** Goal of the exercise **
From the entries that follow, list every line in which the string "html" appears.

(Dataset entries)
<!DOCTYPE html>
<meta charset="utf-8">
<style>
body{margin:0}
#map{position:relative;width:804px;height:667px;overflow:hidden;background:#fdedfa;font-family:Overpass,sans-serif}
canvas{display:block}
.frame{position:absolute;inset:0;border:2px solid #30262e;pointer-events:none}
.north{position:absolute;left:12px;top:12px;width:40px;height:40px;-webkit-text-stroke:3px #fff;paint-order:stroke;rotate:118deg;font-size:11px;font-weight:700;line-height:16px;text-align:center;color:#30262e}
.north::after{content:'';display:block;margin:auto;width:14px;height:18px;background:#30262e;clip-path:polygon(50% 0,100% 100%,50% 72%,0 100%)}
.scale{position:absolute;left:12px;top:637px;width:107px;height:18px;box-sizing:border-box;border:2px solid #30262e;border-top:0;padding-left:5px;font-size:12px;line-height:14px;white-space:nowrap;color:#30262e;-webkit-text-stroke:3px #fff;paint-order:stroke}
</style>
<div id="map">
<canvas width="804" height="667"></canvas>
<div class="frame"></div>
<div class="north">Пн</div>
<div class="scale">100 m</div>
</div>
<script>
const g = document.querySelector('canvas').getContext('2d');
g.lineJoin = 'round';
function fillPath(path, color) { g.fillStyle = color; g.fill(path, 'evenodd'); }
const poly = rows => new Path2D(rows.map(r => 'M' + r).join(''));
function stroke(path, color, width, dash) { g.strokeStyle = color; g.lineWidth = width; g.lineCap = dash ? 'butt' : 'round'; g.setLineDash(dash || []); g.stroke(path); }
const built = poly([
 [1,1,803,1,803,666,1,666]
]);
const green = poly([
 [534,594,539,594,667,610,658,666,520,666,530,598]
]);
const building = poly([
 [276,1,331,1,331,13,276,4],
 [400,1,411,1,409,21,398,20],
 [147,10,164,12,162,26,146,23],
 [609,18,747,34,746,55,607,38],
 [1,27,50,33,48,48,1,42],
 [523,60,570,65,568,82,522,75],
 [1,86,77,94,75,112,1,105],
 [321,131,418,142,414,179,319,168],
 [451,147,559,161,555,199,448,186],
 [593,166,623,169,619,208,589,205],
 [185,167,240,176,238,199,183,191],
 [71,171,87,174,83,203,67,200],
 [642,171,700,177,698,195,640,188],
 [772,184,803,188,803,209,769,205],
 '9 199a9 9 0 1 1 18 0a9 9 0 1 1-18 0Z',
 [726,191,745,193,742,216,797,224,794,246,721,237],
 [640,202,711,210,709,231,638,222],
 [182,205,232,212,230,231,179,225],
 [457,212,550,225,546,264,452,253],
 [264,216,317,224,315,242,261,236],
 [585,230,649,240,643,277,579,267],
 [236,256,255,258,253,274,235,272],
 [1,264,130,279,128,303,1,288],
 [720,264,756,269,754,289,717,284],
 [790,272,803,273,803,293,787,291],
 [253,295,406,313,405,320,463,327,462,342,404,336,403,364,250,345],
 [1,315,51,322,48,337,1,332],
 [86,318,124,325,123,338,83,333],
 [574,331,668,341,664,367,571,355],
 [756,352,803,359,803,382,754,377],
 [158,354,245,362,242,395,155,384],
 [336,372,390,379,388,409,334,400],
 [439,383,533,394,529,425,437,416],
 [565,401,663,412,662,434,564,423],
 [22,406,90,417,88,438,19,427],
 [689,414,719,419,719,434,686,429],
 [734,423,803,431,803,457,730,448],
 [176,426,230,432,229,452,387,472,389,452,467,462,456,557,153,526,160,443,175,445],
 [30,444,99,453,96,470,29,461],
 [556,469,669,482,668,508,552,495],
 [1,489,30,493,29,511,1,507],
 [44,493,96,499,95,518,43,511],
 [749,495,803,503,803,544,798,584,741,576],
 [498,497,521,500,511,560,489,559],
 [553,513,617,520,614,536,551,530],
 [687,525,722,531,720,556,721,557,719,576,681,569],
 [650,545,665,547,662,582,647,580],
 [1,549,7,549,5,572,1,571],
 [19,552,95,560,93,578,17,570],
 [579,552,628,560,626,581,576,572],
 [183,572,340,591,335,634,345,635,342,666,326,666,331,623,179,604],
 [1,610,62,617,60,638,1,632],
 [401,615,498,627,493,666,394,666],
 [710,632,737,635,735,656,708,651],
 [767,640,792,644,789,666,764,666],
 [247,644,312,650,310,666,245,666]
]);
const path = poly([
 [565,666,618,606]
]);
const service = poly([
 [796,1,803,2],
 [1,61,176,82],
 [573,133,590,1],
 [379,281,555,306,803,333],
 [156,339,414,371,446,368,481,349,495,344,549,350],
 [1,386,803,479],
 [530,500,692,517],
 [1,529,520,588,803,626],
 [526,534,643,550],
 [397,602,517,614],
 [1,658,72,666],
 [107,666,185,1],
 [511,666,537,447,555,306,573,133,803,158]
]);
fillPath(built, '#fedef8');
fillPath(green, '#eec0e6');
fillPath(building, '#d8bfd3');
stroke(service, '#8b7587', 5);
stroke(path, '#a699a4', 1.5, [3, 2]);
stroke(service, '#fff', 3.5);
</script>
==
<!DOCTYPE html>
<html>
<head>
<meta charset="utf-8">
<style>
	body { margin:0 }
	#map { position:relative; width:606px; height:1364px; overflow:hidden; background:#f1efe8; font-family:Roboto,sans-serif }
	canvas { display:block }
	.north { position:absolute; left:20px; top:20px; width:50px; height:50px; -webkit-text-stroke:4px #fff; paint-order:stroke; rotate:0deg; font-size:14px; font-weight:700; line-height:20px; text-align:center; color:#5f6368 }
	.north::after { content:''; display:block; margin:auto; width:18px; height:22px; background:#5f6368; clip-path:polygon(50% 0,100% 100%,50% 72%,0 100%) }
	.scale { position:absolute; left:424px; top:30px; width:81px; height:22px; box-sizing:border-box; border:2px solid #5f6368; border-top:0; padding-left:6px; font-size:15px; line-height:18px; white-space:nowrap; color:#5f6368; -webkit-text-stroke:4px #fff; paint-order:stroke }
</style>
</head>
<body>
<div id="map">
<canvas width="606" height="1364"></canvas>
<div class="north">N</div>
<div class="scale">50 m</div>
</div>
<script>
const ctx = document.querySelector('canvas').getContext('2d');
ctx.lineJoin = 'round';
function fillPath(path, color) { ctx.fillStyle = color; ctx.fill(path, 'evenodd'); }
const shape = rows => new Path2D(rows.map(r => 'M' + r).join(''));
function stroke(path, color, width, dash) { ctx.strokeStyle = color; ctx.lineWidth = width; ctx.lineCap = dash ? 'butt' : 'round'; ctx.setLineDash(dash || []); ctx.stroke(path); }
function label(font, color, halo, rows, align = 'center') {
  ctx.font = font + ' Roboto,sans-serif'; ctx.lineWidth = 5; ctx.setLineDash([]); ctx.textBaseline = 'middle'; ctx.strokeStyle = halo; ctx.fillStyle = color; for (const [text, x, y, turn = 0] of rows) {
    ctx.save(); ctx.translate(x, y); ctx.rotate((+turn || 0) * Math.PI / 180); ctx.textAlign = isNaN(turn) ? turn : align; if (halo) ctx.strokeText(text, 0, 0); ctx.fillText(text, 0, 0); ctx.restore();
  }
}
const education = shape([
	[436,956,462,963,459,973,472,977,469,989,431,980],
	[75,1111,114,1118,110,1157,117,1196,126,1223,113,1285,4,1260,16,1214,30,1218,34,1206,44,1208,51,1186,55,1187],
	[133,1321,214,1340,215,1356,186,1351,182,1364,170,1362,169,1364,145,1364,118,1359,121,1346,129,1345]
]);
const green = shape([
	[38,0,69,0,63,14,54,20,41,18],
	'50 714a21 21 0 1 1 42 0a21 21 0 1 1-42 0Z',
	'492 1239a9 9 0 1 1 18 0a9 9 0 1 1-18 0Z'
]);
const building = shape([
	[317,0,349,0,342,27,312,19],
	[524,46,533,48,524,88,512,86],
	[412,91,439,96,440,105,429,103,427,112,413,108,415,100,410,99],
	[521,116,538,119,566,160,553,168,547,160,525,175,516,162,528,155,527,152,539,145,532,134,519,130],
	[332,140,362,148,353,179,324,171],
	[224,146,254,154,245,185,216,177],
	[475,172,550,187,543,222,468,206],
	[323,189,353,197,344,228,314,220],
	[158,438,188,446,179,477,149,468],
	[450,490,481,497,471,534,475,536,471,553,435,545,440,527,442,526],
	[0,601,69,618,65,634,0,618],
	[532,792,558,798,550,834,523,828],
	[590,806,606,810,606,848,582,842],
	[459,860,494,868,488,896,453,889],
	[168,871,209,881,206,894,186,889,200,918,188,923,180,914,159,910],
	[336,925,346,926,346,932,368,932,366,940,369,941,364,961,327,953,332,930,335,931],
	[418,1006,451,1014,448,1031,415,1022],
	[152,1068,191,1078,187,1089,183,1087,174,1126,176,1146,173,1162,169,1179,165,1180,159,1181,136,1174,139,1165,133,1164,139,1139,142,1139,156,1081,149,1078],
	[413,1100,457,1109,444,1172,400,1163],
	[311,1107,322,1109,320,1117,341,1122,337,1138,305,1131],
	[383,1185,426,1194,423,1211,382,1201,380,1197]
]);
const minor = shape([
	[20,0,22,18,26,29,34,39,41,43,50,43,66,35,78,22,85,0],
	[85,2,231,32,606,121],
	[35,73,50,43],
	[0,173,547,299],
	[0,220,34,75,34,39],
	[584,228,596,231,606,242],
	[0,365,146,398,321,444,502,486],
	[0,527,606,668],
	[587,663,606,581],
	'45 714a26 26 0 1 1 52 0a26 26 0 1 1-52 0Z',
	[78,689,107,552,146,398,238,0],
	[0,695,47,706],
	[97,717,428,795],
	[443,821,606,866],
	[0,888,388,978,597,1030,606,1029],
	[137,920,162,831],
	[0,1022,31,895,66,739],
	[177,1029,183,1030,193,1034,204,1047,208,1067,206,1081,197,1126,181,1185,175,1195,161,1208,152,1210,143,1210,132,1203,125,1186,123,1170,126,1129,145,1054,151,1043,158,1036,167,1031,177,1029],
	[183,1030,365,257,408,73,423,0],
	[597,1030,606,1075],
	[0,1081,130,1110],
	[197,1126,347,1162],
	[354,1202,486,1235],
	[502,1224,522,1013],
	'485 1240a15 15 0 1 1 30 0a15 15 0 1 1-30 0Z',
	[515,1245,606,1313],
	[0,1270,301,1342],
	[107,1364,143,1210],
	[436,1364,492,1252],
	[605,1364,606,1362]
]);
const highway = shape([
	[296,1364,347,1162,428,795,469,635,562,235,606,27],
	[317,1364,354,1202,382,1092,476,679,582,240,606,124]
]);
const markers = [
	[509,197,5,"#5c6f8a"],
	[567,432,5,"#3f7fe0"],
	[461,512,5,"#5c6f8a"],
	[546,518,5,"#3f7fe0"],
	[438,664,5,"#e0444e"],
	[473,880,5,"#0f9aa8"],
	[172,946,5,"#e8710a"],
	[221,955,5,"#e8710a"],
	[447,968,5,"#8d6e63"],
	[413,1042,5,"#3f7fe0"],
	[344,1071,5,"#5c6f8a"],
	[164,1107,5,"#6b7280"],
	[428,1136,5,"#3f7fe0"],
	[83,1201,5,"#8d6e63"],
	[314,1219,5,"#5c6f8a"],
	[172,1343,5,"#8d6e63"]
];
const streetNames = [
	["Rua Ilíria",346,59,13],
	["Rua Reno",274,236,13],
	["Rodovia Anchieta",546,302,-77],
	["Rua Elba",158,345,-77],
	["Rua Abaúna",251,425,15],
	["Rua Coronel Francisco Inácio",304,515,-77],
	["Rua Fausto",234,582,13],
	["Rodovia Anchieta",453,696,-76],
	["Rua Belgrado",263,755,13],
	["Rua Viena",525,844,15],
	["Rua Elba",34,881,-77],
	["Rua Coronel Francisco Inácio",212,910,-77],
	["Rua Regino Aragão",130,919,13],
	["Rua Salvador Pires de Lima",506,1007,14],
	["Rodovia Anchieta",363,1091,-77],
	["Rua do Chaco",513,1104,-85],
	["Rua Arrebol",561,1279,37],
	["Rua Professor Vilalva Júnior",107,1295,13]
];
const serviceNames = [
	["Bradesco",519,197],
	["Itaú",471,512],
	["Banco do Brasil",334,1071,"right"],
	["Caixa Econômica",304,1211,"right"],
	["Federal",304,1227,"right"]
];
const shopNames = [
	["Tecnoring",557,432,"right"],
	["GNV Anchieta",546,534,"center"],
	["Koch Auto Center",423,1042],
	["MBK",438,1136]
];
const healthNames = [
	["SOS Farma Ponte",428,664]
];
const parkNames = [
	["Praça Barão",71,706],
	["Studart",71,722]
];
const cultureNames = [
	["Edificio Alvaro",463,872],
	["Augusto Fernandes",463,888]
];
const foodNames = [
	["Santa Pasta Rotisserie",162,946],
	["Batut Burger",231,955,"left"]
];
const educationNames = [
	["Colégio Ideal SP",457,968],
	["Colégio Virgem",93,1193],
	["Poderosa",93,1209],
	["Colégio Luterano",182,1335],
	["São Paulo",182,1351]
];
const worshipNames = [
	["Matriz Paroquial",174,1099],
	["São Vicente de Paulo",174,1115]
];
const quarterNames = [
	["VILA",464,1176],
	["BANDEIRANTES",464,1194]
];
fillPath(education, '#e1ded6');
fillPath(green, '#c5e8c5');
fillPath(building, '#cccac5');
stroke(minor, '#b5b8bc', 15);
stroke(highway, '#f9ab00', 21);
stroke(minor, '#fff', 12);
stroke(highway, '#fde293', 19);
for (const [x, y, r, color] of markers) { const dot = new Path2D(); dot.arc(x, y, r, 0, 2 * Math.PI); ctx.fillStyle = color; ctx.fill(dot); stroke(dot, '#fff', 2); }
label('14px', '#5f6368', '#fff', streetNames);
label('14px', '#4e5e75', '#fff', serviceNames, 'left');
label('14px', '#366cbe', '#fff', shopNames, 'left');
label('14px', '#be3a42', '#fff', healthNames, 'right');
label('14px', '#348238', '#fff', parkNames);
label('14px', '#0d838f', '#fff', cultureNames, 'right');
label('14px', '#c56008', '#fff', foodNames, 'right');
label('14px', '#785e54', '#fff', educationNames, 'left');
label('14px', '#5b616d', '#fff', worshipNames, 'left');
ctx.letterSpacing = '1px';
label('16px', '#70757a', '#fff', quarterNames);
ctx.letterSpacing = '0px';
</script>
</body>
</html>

** Result of the task **
<!DOCTYPE html>
<!DOCTYPE html>
<html>
</html>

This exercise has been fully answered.